While statutes and regulations vary from state to state, there are a number of bacterial and viral illnesses associated with food consumption that are monitored by health departments, including E. coli O157:H7, Campylobacter, Salmonella, Shigella, Listeria, Norovirus, and Hepatitis A. For most of these pathogens, a positive lab result from a human sample (blood or stool), triggers a mandatory report to the local health department and some type of follow-up investigation.

The length, breadth, and paperwork involved in any investigation varies depending on the pathogen involved, the type of food, the number of persons who are or may be sick, the local jurisdiction, and other factors. In most situations, the results of the investigation are either made public by the health authorities or can be obtained through public records acts like the Freedom of Information Act (5 U.S.C. 552 et. seq.). It is very difficult to dispute a Health Department Confirmed Outbreak or Isolated Case.

In litigating thousands of food poisoning claims arising out of dozens of outbreaks, many defendants have taken issue with some or all of the health department's conclusions regarding the outbreak. None of these defendants, however, have yet avoided liability where the health department concluded that the defendant's food was the source of a given outbreak.

One likely reason for this is that, in general, health departments do good and careful work. Despite the occasional disagreement of the pinpointed member of the food service industry, most would agree that health departments are rather cautious and conservative. In our experience, health departments do not prematurely label an entity as the source of an outbreak.

In addition, health departments are operating with a much higher burden of proof than the civil justice system. Most epidemiologists will not confirm an outbreak without 95% confidence in a particular conclusion. This makes it very difficult to convince a jury that health officials have erred in their investigations.

Finally, it has also been our experience that jurors are more likely to accept the neutral determinations of health officials rather than the opinions of paid expert witnesses.

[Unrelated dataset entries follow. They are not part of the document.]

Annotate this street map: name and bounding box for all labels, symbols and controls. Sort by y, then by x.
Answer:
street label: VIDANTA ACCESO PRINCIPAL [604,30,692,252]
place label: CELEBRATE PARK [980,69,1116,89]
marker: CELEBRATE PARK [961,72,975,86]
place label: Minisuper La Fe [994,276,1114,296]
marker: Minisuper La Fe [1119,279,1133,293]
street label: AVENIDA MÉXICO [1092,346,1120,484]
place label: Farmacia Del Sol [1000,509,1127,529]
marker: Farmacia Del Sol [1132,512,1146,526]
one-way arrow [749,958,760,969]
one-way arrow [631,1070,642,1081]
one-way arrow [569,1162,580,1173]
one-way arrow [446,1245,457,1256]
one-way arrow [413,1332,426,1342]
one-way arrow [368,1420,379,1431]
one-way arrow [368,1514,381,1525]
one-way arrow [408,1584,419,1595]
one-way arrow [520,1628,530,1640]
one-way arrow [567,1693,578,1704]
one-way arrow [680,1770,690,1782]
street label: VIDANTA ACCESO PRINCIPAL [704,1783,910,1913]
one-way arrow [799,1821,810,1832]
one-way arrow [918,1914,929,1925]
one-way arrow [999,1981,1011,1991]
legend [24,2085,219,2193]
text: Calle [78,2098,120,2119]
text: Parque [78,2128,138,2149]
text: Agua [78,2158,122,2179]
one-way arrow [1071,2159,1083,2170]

That credibility can favor either side. I health investigators conclude that a claimants illness did not come from a particular source, the plaintiff will face the same uphill battle in court. Although this scenario occurs infrequently, it is possible for a plaintiff to make a claim for damages. In these cases, reliable expert opinion or examination of the health department investigators themselves can establish the source of a plaintiff's illness with sufficient certainty to meet the legal burden of proof.

2. Prior Health Inspections/Violations

One extraordinarily effective tool in establishing the defectiveness of a product that no longer exists is to obtain documentation of a restaurants track record. This may include information regarding prior incidents or accusations of food contamination and prior inspections of the facility and the establishment's food production and service procedures.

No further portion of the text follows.